Bei diesem Faktor geht es um die bewusste optimistische Herangehensweise an alltägliche Herausforderungen. Dieser Faktor hat wahrscheinlich die größte inhaltliche Breite, wenn man die Theorien mit einander vergleicht. Die Problembewältigung wird in der Psychologie auch Coping genannt. Im Grunde geht es darum, hoffnungsvolles, optimistisches und zuversichtliches Denken, Fühlen und Handeln sicherzustellen.

Quelle: Epp, G. (2021). Positive Self-Leadership. Norderstedt: Bod.

Welche Bedeutung hat die Gesundheit PERMA-SL-Modell?

Der Psychologie im Allgemeinen und dem PERMA-Modell im Speziellen wird gern vorgeworfen, sehr kopflastig zu sein und die Regionen unterhalb des Halses zu vernachlässigen. Allein deshalb war schon klar, dass man den Faktor Gesundheit berücksichtigen muss. In vielen Coaching-Einheiten haben Coachees zuerst von körperlichen Problemen erzählt, bis wenig später klar wurde, dass sie einen ausgeprägten Erschöpfungsprozess hinter sich hatten.

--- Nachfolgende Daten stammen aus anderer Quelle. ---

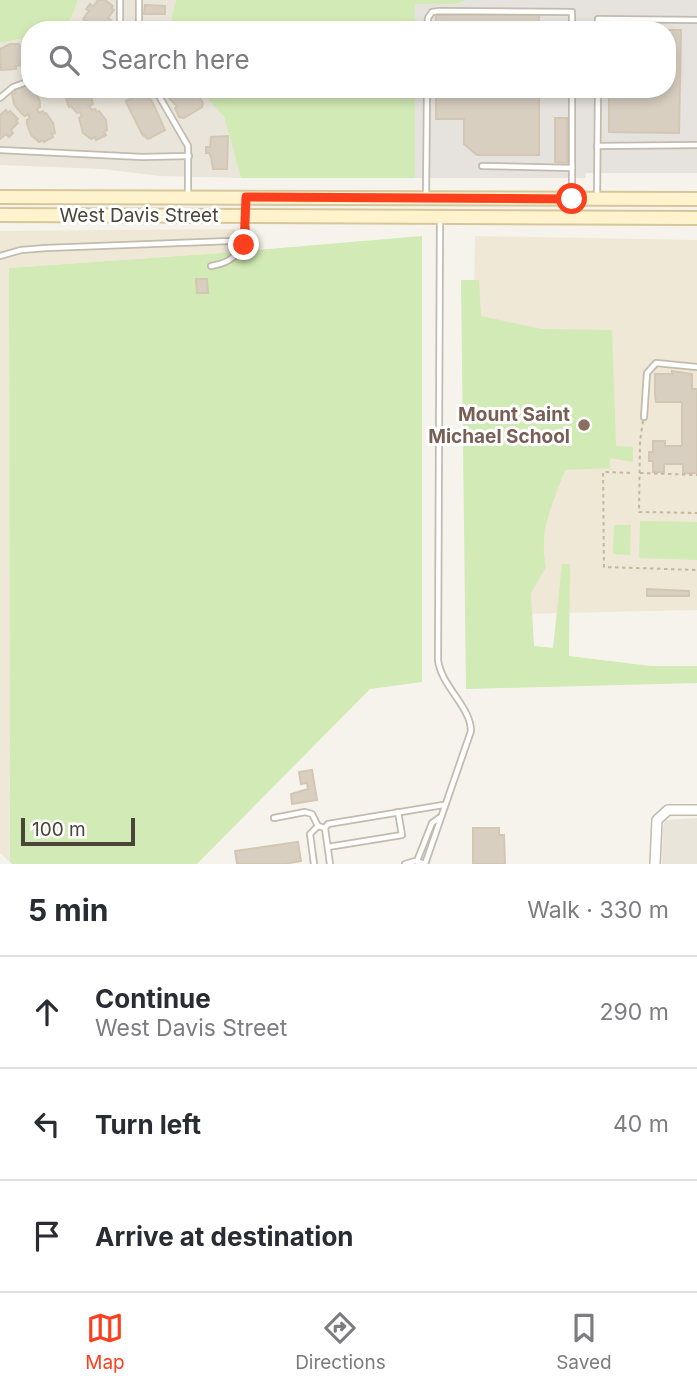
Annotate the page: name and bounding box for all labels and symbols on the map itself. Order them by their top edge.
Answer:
route start [556,183,587,214]
street label: West Davis Street [60,204,218,227]
route end [228,229,259,260]
place label: Mount Saint Michael School [428,403,570,448]
marker: Mount Saint Michael School [576,417,592,433]
scale bar [21,815,135,847]

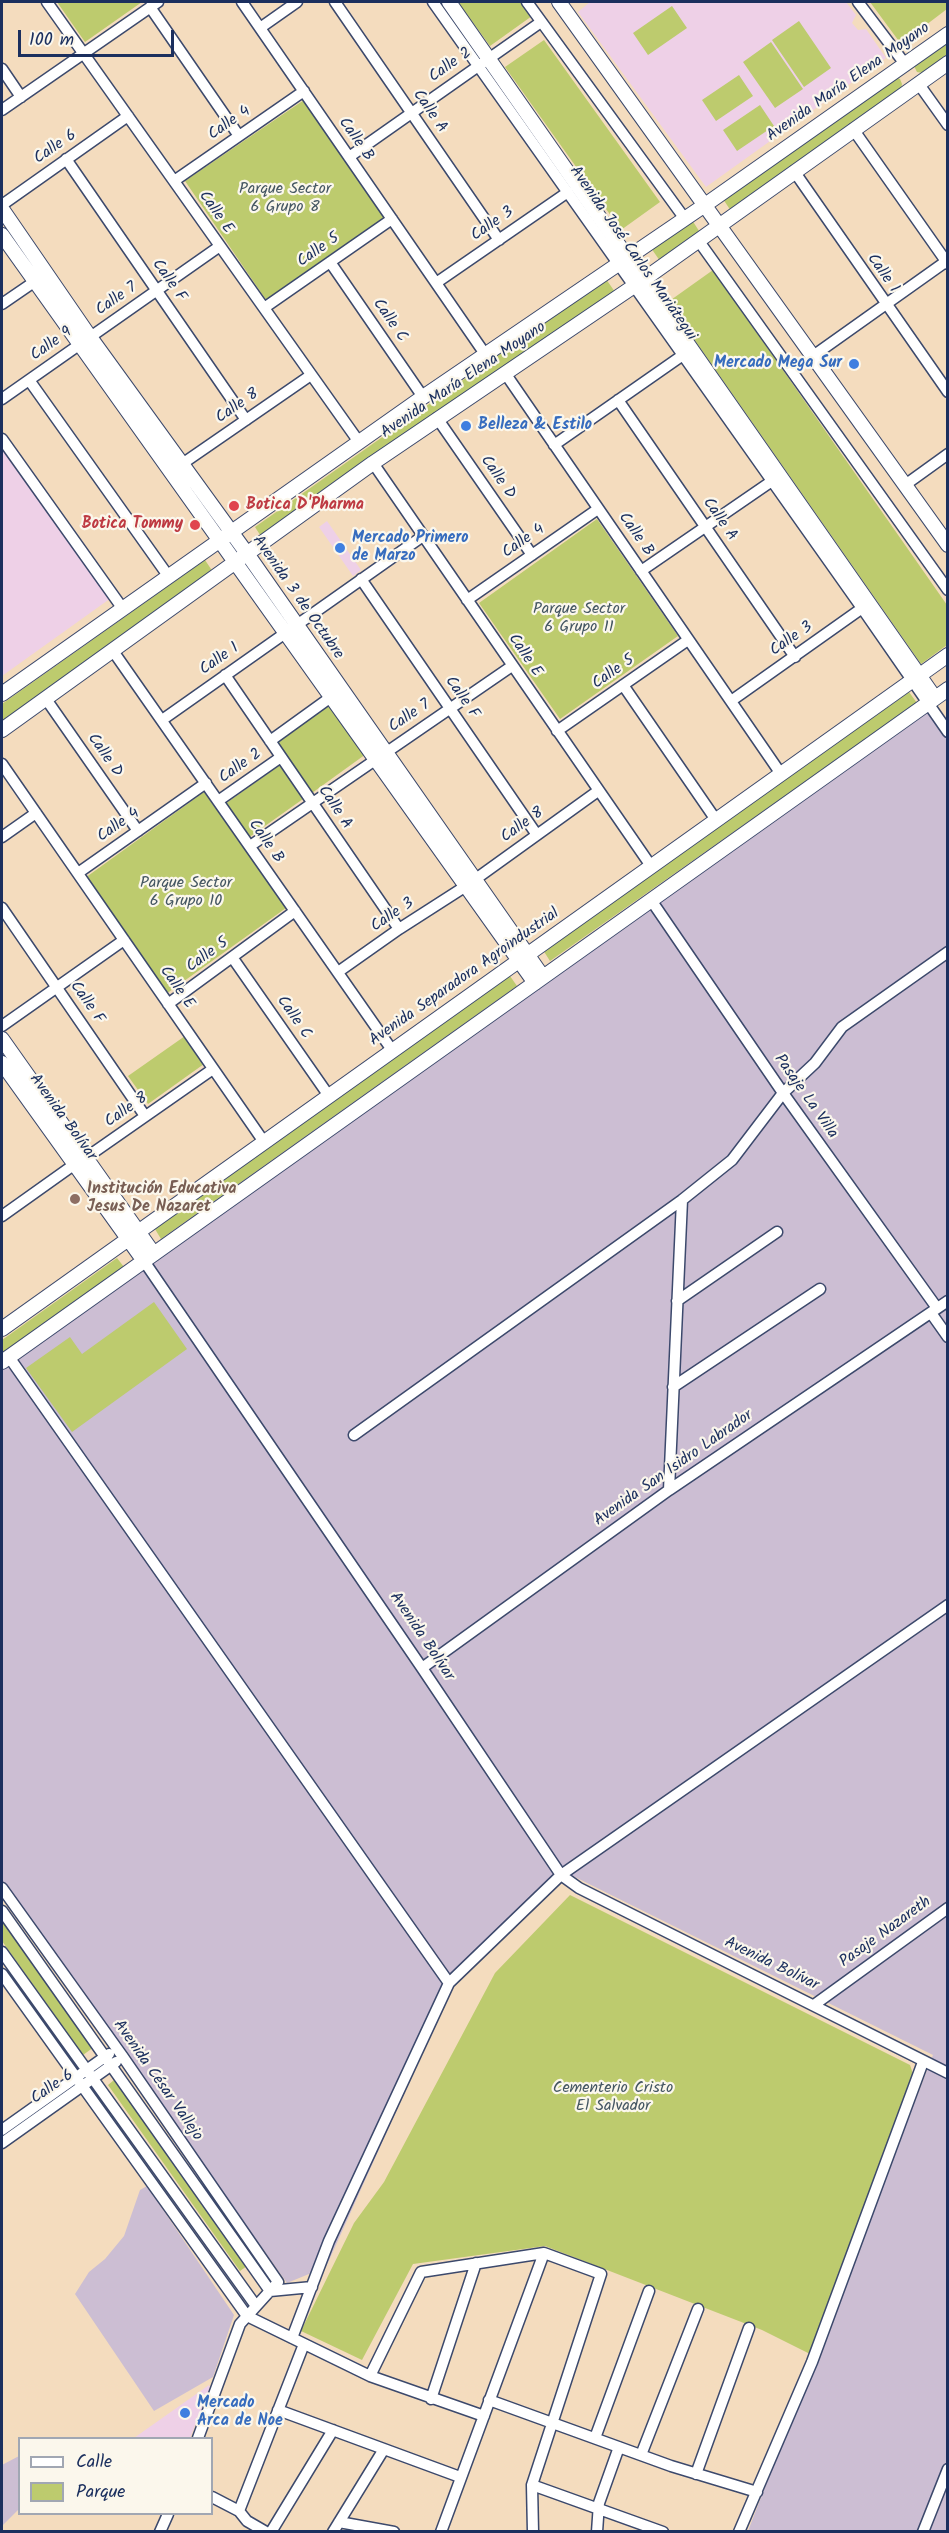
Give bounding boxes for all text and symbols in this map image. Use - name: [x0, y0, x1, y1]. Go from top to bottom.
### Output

Dabei habe ich mir mehrmals gedacht, dass meine Coachees dies auch an körperlichen Symptomen (z.B. Rückenschmerzen, Schlafstörungen, Verdauungsprobleme, etc.) hätten wahrnehmen können. Dies hier sollte weder ein Fitness- noch ein Ernährungsratgeber werden, sondern ein Appell die physische und psychische Gesundheit in das Positive Self-Leadership miteinzubeziehen.

Quelle: Epp, G. (2021). Positive Self-Leadership. Norderstedt: Bod.

Warum man auf soziale Beziehungen (Relationships) besonders achten sollte?

– Vermeiden von Fehlern, die zu Projektabbrüchen führen
– Steigerung von Arbeitsmotivation und -zufriedenheit Ihrer Mitarbeiter*innen
– Erhöhung der Attraktivität als Arbeitgeber*in für Fachkräfte und Spezialisten*innen und Verringerung der Kosten für Recruiting
– Verbesserung der Lernkultur („Fehlerkultur“) in Ihrem Unternehmen und werden Sie zur lernenden Organisation
– Erhöhung der Identifikation (Emotionalen Bindung) mit dem Unternehmen
– Stärkung der Mitarbeiterloyalität

Quelle: Epp, G. (2021). Positive Self-Leadership. Norderstedt: Bod.